Two years later, the U.S. economy was staring at another threat—of settling into a pattern of deflation and stagnation. Bernanke was under intense pressure in the summer and fall of 2010 to do nothing. There was a sense of activism fatigue in the U.S. and around the world; the Tea Party, with its anti-Fed stance, was at a high-water mark, and it would soon take control of the House. Many economists were convinced it was beyond the Fed’s capacity to do anything about the slowdown, including some in Bernanke’s inner circle at the Fed.
Bernanke weighed those arguments and ultimately cast them aside, launching a second round of quantitative easing, what would be known as QE2. (Its $600 billion in money printing seems downright quaint in hindsight.) The backlash was loud and global.
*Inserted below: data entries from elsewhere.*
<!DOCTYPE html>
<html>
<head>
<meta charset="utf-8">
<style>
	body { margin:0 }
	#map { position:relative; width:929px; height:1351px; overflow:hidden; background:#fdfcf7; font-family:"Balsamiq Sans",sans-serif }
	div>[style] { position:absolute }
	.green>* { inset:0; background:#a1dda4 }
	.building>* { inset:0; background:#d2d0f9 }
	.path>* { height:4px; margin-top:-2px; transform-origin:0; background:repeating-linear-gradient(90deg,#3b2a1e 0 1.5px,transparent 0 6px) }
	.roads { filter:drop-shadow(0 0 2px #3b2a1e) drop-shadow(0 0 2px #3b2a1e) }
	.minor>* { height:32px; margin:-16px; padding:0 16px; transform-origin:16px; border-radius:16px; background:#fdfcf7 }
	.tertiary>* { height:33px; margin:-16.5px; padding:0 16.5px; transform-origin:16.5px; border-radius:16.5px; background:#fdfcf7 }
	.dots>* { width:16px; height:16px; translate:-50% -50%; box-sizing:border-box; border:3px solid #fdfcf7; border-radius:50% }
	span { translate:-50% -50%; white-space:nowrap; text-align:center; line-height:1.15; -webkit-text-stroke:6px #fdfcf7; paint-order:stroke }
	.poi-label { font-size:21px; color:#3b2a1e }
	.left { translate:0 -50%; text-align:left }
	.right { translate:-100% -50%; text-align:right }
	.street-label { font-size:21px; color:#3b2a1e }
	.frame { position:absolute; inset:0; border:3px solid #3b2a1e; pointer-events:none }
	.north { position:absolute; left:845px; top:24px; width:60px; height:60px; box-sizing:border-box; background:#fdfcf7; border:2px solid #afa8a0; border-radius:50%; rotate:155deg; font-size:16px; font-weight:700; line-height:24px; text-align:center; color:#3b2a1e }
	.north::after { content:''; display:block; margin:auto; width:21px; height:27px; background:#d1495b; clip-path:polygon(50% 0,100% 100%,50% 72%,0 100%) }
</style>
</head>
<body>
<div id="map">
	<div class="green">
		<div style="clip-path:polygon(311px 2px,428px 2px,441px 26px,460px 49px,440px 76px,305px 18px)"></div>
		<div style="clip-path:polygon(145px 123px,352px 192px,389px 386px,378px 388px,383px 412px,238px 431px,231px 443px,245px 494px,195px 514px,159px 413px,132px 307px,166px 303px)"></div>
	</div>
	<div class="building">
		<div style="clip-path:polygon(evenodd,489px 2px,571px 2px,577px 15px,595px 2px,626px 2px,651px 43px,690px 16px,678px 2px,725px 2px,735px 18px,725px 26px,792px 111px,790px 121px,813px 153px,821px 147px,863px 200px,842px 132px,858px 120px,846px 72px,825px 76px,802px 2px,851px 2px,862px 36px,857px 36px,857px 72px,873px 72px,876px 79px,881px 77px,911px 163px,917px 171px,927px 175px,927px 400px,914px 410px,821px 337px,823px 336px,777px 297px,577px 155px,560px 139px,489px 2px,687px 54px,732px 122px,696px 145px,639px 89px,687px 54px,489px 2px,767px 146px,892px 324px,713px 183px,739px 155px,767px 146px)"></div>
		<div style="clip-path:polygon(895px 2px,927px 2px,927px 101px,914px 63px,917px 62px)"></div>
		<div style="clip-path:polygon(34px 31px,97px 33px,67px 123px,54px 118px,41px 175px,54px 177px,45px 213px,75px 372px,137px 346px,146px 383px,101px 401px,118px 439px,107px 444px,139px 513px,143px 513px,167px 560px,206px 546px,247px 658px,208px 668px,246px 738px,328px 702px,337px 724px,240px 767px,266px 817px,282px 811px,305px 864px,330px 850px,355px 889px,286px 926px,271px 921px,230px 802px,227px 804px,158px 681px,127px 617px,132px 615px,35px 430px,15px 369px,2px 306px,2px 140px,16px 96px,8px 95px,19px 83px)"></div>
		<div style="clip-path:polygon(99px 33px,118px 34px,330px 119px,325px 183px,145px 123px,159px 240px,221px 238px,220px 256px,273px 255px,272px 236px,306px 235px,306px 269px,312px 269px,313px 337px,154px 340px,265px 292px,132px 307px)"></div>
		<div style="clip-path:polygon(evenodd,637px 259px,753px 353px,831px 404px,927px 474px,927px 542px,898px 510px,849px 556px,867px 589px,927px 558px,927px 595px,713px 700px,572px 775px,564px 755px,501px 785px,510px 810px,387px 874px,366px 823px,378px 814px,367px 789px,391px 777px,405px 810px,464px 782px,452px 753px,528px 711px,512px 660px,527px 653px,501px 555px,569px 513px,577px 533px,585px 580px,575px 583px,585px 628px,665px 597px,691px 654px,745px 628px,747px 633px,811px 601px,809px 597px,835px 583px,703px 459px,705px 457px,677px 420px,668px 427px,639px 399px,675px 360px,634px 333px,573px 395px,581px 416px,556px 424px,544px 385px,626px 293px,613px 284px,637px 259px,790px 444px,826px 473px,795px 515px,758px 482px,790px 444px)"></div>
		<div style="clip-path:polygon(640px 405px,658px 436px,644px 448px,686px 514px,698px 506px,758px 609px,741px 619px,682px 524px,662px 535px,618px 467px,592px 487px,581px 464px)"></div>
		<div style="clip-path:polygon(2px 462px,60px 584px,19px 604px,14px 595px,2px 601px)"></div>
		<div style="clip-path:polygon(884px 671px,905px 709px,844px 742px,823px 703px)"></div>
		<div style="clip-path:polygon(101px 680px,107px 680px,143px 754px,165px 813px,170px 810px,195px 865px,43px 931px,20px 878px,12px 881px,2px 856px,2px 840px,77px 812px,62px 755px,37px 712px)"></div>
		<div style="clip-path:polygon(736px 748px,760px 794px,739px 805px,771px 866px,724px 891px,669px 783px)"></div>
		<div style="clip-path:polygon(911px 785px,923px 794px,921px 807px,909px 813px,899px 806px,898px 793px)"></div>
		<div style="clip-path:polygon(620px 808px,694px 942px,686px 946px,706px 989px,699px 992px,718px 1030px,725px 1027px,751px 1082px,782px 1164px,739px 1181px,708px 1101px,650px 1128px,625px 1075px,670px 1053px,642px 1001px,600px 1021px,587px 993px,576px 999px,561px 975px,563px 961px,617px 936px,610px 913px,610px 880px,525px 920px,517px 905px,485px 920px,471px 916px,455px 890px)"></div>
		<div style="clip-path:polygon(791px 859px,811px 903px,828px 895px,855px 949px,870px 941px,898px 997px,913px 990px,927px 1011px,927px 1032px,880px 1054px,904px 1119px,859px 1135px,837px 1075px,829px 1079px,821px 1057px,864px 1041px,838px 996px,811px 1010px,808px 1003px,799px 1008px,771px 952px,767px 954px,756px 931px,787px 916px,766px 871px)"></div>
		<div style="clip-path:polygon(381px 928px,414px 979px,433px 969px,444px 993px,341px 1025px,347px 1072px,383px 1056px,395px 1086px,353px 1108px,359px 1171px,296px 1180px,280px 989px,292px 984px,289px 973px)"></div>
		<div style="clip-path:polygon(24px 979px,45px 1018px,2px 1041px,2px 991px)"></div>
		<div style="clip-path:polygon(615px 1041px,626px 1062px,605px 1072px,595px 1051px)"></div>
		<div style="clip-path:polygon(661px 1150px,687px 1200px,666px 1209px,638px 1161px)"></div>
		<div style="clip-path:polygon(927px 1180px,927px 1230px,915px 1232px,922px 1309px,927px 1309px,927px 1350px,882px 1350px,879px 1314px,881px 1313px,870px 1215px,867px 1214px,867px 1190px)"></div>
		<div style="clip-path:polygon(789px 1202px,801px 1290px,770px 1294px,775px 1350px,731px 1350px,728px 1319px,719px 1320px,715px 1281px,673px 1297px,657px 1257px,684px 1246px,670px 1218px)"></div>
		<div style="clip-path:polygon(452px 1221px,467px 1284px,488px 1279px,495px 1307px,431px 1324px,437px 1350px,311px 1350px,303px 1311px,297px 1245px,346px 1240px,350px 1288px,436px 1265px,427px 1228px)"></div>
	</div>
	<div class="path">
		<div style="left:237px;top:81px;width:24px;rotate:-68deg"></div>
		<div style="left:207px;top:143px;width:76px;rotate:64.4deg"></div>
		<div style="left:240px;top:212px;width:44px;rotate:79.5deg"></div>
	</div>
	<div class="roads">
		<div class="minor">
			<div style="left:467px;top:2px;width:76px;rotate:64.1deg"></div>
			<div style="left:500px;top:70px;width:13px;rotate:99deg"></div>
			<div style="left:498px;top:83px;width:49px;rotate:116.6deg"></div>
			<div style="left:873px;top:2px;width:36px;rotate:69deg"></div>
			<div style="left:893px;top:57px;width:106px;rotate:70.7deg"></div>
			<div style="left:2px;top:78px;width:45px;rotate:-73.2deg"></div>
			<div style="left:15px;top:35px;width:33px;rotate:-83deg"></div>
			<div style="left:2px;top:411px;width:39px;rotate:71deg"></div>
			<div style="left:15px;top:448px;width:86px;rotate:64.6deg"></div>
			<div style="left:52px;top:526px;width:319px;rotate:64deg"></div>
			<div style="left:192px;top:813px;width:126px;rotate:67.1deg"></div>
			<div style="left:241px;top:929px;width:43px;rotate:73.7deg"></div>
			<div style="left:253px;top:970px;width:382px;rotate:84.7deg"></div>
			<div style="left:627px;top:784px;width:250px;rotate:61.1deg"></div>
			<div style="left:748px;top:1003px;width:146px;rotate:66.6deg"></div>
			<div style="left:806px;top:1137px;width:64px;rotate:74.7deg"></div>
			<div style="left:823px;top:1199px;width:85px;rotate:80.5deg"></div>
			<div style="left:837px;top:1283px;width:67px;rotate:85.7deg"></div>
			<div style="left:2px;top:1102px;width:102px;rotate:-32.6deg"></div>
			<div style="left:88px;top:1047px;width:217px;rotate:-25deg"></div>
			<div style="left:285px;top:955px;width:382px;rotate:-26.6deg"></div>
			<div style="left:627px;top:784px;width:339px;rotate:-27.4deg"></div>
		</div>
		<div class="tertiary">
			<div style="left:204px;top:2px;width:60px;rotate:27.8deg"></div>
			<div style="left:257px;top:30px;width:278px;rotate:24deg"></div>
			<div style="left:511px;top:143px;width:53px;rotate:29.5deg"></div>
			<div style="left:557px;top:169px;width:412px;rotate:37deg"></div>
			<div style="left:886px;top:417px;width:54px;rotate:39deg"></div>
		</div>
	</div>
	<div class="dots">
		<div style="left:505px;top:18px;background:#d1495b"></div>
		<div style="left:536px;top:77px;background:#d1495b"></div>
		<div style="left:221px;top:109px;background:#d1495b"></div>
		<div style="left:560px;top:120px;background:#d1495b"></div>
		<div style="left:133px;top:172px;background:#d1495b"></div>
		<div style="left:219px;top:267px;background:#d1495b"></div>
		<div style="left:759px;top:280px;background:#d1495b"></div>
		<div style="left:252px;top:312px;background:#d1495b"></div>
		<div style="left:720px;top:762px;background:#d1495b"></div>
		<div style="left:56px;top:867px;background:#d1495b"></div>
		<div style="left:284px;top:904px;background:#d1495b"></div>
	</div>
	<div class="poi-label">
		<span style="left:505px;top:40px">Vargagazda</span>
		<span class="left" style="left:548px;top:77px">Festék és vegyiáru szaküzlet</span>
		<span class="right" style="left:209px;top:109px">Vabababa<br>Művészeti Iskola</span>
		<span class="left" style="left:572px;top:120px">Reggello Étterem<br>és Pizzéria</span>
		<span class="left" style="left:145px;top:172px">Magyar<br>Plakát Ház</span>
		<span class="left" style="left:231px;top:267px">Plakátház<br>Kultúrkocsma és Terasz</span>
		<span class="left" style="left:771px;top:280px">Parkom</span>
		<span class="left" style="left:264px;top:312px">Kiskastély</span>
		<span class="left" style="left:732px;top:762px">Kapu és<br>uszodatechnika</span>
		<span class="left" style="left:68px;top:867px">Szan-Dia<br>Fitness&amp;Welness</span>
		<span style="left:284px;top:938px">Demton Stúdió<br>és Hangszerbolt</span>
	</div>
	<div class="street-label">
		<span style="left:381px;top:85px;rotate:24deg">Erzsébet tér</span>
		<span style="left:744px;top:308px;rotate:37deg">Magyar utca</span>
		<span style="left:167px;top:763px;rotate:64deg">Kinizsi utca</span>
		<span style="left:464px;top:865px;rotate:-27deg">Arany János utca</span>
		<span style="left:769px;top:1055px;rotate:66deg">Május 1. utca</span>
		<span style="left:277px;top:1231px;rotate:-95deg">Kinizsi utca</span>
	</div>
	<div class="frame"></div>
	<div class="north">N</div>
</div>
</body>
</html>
The Fed in 2011 started shifting its portfolio into longer-term bonds and pledging to keep its target interest rate near zero for years hence. In 2012, as the economy slowed yet again, the Fed fired up the printing presses for a new, open-ended round of quantitative easing that’s grown to around a trillion dollars and counting.
The Fed’s balance sheet had $2.3 trillion in assets the week Bernanke was confirmed for a second term in January 2010. When he steps down in all likelihood on Jan. 31, 2014, it will be about $4 trillion.
These later decisions lacked the jaw-clenching, world-on-edge fear of September 2008. They were made over months, not hours. But they will prove as important to how the U.S. economy looks in a decade as anything done during the crucible of the crisis five years ago. What is clear now is that history’s judgment of Ben Bernanke will be as much for what the professor did to try to keep the recovery on track as his steps to fight the great panic.